The homunculus is also lateralized, with neurons in the left primary motor cortex—shown here—controlling the right side of the body, and vice versa. Thus, when an individual moves their right hip, there is increased cortical activation on their left precentral gyrus within a discrete region.

This video details an experiment that uses modern functional neuroimaging to demonstrate the body-mapped organization of the human primary motor cortex, including how to collect and analyze brain activity when participants move their hands or feet.

In this experiment, brain activity is measured using functional magnetic resonance imaging, abbreviated as fMRI, while participants are repetitively cued to move different body parts—like the digits on their left or right hands.

This technique relies on changes in blood oxygenation levels, referred to as the BOLD—Blood-Oxygenation-Level-Dependent—response. For an in-depth look at the principles behind the method, please refer to another video in JOVE’s SciEd Essentials of Neuroscience Collection, fMRI: Functional Magnetic Resonance Imaging.

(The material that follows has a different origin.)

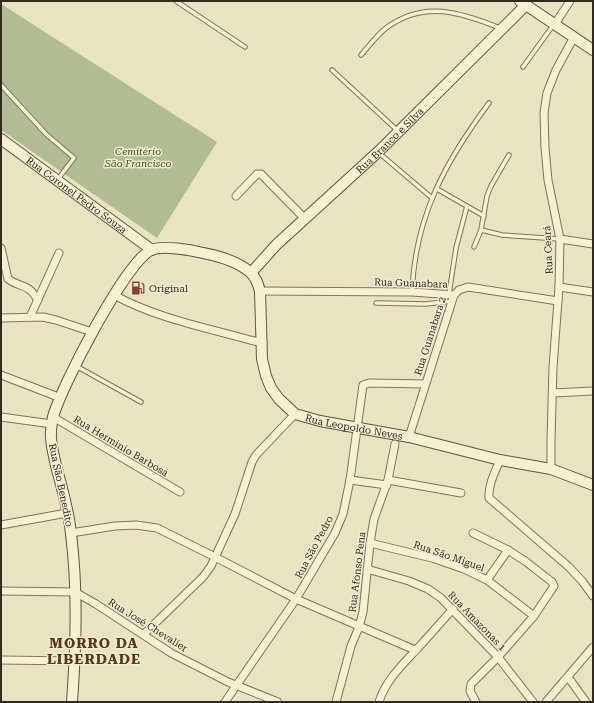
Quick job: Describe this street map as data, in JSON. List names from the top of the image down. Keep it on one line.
{"streets":{"street":["Rua Branco e Silva","Rua Coronel Pedro Souza","Rua Ceará","Rua Guanabara","Rua Guanabara 2","Rua Leopoldo Neves","Rua Herminio Barbosa","Rua São Benedito","Rua São Pedro","Rua São Miguel","Rua Afonso Pena","Rua Amazonas 1","Rua José Chevalier"]},"crossings":[["Rua Branco e Silva","Rua Leopoldo Neves"],["Rua Coronel Pedro Souza","Rua São Benedito"],["Rua Ceará","Rua Guanabara"],["Rua Ceará","Rua Leopoldo Neves"],["Rua Guanabara","Rua Guanabara 2"],["Rua Guanabara","Rua Leopoldo Neves"],["Rua Guanabara 2","Rua Leopoldo Neves"],["Rua Guanabara 2","Rua São Pedro"],["Rua Leopoldo Neves","Rua São Pedro"],["Rua Herminio Barbosa","Rua São Benedito"],["Rua São Benedito","Rua José Chevalier"],["Rua São Pedro","Rua José Chevalier"],["Rua São Miguel","Rua Afonso Pena"],["Rua Afonso Pena","Rua Amazonas 1"]],"districts":["MORRO DA LIBERDADE"],"parks":["Cemitério São Francisco"],"places":{"fuel station":["Original"]}}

In the context presented here, when a body part, such as the left foot, is flexing back and forth, oxygenated cerebral blood flow—supplied by arteries in the brain—increases to neural regions that are active during this movement, like the primary motor cortex.

However, this hemodynamic response occurs more slowly than the actual physical motion, which warrants that actions be separated with periods of rest.

Thus, each body movement is precisely timed to distinguish the four conditions from one another: left hand, left foot, right hand, and right foot.

For example, participants in a fMRI machine are asked to start gesturing their left hand when one appears on the left side of a presentation screen.

The required hand movement is actually complex, and involves touching the thumb to each finger, in order, starting with the pointer. Then, the participant must repeat these actions in the opposite direction, starting with the pinky.

Movement is stopped when the cue—in this instance, the picture of the left hand—disappears from the screen.

Likewise, when they see a foot on the right, they are instructed to move their right foot by pushing it down repeatedly, until the image disappears.

Here, the dependent variable is the intensity of the BOLD response after a movement from the hand or foot, which can then be localized to specific brain regions.

For a left hand movement, brain activation is primarily expected on the right dorsolateral surface of the precentral gyrus. In contrast, for a right hand movement, brain activation is anticipated on the left dorsolateral surface. These results would align with the lateralized motor homunculus.

Prior to the experiment, recruit participants who are right-handed, have normal or corrected-to-normal vision, do not have any metallic implants in their body, or suffer from claustrophobia on account of experimental control and safety concerns.

Have them fill out pre-scan paperwork, which includes questions related to health and safety issues during the session, such as consent for a radiologist to look at their images in the case of incidental findings, as well as detailing the risks and benefits of the study.

Ask the participant to also remove all metal objects from their body—including watches, phones, wallets, keys, belts, and coins—to prepare for entering into the scanning room.

Next, explain the task rules: the appendage they need to move—in this case their foot—will appear as a visual cue on the corresponding side of the screen. Demonstrate how they should move their foot by repeatedly pressing it down, as if pushing on an imaginary pedal.

When a hand cue appears, they must touch the thumb to each finger of the same hand in order and then repeat this sequence in reverse.

Now, bring the participant into the imaging room. Provide earplugs to protect their ears from loud noises and earphones so that they can hear any additional communication during the session. Have them lie down on the bed with their head in the coil and secure it with foam pads to avoid excess movement and blur during the scan.

Above the participants’ eyes, place a mirror that reflects a screen at the back of the scanner bore. Then, give them a squeeze ball to use in case of emergency. Also remind them that it is very important to stay as still as possible the entire time.

After guiding the participant inside the machine, first collect high-resolution, anatomical images. To begin the functional portion, synchronize the stimulus presentation with the start of the scanner.

Present the visual cues via a laptop connected to a projector, each for 12 s, followed by 12 s of resting baseline. Alternate between the four conditions: left hand, right hand, left foot, and right foot—repeating each four times within 6.5 min.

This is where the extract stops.